### The problem
Your task is to copy each line of the material below that includes "rule".

### Given data
=== Section Start ===
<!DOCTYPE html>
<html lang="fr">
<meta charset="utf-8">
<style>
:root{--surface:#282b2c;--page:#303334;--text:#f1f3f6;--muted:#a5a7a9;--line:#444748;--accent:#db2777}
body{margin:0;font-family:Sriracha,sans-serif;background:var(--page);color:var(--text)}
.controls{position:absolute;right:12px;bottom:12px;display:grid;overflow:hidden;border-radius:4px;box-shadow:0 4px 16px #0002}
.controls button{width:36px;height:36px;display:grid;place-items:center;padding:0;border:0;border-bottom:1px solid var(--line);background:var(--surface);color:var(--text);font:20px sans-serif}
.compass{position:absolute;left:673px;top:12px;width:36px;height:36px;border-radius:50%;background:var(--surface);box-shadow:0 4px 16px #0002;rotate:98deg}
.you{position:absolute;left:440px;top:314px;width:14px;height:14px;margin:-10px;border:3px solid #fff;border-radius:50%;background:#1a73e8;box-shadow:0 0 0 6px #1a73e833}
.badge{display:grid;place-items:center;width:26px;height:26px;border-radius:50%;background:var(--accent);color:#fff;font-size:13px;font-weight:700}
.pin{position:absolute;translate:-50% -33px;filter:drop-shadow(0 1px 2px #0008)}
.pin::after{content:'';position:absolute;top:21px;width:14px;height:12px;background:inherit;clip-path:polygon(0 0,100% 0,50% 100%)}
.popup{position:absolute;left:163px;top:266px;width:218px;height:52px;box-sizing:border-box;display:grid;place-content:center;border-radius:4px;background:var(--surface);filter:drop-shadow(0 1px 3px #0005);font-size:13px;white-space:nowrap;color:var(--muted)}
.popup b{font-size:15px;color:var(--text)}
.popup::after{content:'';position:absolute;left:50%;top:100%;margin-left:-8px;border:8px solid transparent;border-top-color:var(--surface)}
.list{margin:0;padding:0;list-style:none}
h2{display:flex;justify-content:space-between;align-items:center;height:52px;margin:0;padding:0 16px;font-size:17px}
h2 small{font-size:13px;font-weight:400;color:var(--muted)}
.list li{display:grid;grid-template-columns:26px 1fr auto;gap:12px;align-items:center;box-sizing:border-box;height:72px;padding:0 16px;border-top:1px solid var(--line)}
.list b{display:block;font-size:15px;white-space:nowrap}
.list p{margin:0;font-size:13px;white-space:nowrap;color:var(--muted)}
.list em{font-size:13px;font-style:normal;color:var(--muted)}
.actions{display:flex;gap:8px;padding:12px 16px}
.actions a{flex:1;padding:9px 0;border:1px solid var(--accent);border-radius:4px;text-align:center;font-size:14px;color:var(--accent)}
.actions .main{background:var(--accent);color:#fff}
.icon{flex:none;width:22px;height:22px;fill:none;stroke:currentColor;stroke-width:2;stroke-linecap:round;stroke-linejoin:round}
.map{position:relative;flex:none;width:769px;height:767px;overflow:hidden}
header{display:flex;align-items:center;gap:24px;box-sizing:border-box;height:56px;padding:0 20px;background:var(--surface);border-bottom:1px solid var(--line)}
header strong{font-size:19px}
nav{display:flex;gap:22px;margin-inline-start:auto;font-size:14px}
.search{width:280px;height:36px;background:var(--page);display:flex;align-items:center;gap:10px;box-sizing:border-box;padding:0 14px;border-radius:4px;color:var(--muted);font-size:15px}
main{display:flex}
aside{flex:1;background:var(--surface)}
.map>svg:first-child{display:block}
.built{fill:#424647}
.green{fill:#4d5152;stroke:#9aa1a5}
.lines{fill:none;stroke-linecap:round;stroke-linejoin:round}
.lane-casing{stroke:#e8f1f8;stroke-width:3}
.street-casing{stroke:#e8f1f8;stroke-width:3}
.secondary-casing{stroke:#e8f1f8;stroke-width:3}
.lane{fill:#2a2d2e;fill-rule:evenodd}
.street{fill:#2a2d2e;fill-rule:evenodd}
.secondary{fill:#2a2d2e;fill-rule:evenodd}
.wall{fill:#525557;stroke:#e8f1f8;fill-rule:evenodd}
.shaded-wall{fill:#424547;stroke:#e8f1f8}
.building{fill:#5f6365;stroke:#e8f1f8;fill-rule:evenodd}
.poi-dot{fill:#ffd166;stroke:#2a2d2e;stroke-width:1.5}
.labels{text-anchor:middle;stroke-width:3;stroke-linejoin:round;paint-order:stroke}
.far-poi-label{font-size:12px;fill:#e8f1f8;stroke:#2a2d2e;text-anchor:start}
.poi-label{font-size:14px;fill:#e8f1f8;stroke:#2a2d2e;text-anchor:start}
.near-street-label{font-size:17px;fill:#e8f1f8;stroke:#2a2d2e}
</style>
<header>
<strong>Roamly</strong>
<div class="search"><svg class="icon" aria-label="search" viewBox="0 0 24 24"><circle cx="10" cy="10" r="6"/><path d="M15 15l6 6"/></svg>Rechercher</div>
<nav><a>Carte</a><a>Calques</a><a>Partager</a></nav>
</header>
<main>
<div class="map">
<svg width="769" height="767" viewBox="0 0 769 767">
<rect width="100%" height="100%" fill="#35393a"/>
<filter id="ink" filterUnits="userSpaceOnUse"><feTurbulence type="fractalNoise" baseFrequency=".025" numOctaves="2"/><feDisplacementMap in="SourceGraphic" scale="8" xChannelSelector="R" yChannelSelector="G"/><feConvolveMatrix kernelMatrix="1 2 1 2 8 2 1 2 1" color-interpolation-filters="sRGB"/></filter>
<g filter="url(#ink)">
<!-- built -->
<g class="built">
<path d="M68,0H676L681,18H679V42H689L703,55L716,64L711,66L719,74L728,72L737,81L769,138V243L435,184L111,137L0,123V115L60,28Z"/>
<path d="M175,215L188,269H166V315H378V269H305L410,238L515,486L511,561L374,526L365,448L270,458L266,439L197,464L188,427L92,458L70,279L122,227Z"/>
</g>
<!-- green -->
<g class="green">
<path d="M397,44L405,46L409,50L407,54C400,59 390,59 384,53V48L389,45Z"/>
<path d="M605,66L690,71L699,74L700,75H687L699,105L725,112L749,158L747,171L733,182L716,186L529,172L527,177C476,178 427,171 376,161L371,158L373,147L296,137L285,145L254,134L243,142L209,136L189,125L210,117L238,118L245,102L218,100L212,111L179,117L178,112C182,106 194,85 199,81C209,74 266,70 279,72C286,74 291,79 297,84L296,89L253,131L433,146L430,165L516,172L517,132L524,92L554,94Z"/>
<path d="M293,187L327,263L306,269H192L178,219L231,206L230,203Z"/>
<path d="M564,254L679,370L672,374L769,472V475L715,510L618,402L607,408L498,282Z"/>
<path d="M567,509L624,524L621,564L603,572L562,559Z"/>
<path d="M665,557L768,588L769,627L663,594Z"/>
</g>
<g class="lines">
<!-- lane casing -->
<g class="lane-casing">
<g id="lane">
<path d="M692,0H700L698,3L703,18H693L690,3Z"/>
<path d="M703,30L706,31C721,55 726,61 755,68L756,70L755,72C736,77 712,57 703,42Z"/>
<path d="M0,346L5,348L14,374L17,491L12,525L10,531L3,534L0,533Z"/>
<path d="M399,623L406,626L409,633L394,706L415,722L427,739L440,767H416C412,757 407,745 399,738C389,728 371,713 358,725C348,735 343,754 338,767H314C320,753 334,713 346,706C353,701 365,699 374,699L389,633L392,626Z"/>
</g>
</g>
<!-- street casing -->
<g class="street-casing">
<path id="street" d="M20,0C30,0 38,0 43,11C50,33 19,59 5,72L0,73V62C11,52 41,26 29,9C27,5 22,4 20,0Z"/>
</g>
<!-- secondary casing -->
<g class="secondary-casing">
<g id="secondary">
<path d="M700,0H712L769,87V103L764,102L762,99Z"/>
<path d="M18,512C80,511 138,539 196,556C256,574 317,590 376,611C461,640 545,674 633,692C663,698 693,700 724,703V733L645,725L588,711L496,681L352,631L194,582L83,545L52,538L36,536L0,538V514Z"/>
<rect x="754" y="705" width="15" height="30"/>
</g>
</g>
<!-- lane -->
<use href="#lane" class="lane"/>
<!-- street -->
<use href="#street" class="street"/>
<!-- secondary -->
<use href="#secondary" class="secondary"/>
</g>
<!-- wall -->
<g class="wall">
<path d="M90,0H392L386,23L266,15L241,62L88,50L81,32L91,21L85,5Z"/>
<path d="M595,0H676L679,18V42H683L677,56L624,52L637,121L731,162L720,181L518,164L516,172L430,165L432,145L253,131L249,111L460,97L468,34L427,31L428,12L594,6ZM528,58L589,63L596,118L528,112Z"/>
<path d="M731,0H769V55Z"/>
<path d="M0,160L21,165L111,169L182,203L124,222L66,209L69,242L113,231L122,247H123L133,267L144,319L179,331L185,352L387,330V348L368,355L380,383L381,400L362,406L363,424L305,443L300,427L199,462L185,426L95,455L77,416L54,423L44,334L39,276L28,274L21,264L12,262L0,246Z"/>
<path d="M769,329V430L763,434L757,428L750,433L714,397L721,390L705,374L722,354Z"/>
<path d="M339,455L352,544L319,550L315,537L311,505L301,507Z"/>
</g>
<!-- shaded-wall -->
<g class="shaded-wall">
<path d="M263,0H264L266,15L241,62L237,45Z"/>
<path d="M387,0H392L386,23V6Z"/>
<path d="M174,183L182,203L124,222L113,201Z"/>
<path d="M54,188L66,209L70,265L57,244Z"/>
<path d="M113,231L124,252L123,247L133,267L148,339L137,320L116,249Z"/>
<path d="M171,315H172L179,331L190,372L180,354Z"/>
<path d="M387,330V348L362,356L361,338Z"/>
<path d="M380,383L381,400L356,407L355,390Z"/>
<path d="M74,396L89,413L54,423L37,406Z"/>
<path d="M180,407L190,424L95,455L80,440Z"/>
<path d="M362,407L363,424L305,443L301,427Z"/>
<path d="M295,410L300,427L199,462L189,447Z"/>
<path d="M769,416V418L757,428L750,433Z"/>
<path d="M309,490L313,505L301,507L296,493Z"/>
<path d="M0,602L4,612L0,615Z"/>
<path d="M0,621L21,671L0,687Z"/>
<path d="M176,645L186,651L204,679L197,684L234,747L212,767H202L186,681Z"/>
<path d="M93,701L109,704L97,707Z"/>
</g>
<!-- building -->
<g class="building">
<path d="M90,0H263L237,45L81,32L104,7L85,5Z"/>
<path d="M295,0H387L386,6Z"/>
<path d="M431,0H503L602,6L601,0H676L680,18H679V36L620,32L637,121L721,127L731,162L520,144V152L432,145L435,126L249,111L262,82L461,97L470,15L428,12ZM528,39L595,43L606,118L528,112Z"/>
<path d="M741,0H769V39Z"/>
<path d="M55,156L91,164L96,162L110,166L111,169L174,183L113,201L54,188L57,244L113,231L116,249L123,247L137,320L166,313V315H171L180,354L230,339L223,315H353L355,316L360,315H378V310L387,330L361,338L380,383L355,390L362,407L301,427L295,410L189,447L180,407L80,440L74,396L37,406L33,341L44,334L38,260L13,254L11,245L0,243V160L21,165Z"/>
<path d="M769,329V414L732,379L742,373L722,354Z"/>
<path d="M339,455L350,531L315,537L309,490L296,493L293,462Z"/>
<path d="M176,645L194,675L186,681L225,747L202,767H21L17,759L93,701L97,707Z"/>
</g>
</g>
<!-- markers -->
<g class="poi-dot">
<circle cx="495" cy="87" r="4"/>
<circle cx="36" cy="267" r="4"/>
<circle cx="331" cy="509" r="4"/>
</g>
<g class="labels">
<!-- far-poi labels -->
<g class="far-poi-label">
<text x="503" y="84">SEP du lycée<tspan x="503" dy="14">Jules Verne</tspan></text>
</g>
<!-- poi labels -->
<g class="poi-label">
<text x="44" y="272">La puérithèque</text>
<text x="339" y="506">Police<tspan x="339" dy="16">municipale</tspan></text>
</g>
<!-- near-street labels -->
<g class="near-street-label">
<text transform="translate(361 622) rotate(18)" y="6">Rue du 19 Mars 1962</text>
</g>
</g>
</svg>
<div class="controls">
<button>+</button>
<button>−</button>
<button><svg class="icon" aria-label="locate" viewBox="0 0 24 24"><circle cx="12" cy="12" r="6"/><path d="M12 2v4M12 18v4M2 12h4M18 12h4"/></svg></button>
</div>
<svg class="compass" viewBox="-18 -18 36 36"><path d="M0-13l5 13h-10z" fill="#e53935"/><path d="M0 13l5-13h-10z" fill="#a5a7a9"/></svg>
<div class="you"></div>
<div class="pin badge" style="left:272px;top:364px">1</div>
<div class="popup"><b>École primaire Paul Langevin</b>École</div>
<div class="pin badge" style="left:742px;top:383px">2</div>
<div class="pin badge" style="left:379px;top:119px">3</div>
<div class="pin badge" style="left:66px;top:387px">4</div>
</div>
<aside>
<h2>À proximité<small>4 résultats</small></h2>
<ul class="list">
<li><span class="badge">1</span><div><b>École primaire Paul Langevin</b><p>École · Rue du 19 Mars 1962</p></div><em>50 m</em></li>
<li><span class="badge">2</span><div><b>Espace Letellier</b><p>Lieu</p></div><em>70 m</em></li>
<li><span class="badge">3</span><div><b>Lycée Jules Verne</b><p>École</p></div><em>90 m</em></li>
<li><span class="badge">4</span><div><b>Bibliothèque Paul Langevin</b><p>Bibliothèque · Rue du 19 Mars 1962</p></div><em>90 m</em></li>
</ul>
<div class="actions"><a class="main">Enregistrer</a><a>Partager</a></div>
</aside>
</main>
=== Section End ===
=== Section Start ===
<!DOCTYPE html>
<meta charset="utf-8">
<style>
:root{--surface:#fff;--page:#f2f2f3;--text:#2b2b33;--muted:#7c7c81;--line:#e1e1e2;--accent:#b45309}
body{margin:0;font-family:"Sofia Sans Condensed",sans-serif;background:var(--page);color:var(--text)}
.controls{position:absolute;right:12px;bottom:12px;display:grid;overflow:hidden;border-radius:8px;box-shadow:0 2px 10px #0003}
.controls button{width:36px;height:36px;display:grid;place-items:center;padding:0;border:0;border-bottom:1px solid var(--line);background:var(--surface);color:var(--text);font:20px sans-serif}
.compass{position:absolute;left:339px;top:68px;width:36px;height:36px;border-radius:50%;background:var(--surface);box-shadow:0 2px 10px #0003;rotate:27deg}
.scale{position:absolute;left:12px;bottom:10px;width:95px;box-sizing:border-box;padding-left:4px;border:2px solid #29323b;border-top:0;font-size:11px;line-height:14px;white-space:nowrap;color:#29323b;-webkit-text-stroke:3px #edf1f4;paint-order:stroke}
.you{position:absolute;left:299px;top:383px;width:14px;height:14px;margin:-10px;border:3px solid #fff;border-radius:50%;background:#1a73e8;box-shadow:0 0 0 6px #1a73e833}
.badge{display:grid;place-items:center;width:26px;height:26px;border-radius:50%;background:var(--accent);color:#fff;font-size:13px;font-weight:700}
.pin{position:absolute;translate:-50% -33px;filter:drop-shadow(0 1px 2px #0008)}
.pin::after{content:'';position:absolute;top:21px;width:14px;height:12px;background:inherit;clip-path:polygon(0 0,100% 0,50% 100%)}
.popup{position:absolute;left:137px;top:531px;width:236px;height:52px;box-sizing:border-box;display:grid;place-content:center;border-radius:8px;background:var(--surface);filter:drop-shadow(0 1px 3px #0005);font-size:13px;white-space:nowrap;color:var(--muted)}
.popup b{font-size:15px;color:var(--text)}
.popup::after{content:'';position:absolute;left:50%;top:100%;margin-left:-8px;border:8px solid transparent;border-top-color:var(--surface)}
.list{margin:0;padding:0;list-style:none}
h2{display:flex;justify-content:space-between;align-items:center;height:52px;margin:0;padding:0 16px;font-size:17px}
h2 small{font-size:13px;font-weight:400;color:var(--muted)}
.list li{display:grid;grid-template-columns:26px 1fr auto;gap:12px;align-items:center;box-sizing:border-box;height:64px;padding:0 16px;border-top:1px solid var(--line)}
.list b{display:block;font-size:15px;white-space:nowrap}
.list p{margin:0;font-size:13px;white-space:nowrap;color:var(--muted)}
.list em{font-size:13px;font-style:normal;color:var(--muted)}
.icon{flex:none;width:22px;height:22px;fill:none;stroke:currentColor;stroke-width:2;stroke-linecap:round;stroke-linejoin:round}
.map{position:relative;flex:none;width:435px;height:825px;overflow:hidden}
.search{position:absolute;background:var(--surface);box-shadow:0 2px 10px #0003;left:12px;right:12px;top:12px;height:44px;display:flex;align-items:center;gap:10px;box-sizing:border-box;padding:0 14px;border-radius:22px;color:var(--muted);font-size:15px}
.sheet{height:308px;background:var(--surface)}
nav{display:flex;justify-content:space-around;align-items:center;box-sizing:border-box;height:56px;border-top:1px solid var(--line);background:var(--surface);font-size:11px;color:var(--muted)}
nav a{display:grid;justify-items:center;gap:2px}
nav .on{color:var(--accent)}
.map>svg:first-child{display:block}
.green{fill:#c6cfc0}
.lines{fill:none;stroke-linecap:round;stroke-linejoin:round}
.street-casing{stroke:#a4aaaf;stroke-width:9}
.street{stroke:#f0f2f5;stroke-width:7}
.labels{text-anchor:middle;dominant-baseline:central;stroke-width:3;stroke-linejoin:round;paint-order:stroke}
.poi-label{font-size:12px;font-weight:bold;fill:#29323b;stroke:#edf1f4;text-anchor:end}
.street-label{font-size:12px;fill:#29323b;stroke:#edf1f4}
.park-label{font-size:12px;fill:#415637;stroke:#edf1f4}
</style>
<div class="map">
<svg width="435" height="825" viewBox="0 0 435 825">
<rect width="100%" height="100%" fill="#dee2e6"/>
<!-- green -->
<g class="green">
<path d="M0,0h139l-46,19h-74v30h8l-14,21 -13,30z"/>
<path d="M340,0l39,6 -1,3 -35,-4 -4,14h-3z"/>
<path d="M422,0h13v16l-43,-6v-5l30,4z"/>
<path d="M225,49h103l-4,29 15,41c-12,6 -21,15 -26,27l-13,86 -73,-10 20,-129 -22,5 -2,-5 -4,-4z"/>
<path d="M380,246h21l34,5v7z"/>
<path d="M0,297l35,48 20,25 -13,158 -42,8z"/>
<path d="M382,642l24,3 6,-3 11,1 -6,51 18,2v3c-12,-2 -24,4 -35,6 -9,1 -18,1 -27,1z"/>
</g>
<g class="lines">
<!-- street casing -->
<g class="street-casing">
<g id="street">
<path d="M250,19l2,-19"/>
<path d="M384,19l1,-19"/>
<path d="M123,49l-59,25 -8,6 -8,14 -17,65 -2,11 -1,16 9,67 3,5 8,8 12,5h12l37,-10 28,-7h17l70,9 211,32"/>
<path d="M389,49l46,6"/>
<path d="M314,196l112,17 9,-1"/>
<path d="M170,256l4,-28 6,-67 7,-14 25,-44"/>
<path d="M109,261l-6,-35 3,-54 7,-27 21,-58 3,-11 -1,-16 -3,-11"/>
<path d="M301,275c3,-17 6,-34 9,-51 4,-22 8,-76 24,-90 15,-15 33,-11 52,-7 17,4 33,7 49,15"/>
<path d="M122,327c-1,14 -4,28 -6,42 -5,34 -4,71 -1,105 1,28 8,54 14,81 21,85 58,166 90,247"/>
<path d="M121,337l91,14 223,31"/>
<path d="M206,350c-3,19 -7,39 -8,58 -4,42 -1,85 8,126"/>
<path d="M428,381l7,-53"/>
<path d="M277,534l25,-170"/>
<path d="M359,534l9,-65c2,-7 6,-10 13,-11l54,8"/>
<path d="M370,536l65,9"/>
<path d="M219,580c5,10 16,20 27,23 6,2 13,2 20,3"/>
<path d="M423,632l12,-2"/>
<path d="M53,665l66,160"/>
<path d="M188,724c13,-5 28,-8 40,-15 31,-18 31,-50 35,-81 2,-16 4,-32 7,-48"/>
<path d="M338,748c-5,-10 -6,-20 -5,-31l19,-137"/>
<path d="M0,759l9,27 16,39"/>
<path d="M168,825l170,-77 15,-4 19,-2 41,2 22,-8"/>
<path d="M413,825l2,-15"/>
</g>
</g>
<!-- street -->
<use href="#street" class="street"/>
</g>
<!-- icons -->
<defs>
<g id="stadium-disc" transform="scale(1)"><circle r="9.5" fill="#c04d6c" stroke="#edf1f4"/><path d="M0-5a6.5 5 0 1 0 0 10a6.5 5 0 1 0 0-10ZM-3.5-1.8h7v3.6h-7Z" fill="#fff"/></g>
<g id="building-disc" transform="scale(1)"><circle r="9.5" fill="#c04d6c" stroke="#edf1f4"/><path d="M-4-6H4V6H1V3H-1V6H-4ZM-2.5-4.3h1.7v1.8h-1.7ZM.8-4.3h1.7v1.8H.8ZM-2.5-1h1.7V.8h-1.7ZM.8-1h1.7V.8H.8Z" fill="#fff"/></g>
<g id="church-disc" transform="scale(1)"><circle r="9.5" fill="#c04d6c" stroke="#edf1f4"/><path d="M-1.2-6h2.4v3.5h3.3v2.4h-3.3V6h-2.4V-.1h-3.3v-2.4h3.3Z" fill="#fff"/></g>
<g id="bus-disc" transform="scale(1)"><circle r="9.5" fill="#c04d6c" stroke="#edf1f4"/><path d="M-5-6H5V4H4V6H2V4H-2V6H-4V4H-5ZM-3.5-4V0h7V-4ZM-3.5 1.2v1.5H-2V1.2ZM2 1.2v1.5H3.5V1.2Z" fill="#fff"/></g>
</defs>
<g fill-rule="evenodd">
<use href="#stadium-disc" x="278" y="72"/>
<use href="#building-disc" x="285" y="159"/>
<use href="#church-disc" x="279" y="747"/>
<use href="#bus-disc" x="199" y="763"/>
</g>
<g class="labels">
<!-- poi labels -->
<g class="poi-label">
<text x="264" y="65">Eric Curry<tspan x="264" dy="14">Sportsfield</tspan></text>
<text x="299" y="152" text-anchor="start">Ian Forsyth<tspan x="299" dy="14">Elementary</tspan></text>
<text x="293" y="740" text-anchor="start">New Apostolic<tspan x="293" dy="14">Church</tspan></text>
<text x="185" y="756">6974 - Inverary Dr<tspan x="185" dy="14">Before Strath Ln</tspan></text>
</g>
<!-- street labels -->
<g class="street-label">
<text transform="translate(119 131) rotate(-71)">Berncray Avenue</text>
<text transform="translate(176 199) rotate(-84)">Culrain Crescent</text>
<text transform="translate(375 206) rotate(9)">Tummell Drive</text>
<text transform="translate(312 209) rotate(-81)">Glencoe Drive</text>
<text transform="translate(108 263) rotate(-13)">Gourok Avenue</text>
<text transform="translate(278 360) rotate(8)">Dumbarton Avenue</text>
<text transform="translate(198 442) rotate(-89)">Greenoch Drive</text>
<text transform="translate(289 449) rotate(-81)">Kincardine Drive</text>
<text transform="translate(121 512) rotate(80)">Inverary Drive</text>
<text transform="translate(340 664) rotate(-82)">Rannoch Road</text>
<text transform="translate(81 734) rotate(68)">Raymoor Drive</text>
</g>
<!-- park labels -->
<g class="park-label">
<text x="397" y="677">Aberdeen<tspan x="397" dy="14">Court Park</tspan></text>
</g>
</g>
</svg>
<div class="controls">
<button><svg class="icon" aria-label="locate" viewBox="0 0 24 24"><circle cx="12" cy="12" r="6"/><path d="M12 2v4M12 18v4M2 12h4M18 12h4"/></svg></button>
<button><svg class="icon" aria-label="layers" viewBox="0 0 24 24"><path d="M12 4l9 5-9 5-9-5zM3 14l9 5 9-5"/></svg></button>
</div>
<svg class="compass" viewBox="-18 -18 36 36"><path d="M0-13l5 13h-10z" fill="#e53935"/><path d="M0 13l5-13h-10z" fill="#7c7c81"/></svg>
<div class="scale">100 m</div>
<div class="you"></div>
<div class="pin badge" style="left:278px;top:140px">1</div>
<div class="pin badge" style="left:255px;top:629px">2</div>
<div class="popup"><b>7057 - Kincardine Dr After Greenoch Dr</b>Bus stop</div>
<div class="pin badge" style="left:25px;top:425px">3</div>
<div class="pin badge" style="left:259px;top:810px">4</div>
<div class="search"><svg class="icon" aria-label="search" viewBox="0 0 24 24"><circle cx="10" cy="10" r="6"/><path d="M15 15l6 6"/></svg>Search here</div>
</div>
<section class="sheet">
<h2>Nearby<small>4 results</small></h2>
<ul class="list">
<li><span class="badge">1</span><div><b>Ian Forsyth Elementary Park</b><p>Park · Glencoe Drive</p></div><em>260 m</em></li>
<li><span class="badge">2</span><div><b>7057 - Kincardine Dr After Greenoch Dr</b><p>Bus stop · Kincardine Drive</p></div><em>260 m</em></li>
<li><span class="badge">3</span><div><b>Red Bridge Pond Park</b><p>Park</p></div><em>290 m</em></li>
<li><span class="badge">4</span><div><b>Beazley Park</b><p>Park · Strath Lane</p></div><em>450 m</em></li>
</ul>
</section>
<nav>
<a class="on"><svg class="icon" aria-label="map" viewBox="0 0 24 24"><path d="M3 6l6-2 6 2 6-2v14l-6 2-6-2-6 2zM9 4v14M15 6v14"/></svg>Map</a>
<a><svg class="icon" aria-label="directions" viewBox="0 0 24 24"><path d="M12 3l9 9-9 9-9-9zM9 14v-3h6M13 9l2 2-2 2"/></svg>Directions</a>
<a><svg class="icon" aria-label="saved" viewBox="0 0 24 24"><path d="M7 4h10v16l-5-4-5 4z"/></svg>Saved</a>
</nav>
=== Section End ===
### Response to the exercise
.lane{fill:#2a2d2e;fill-rule:evenodd}
.street{fill:#2a2d2e;fill-rule:evenodd}
.secondary{fill:#2a2d2e;fill-rule:evenodd}
.wall{fill:#525557;stroke:#e8f1f8;fill-rule:evenodd}
.building{fill:#5f6365;stroke:#e8f1f8;fill-rule:evenodd}
<g fill-rule="evenodd">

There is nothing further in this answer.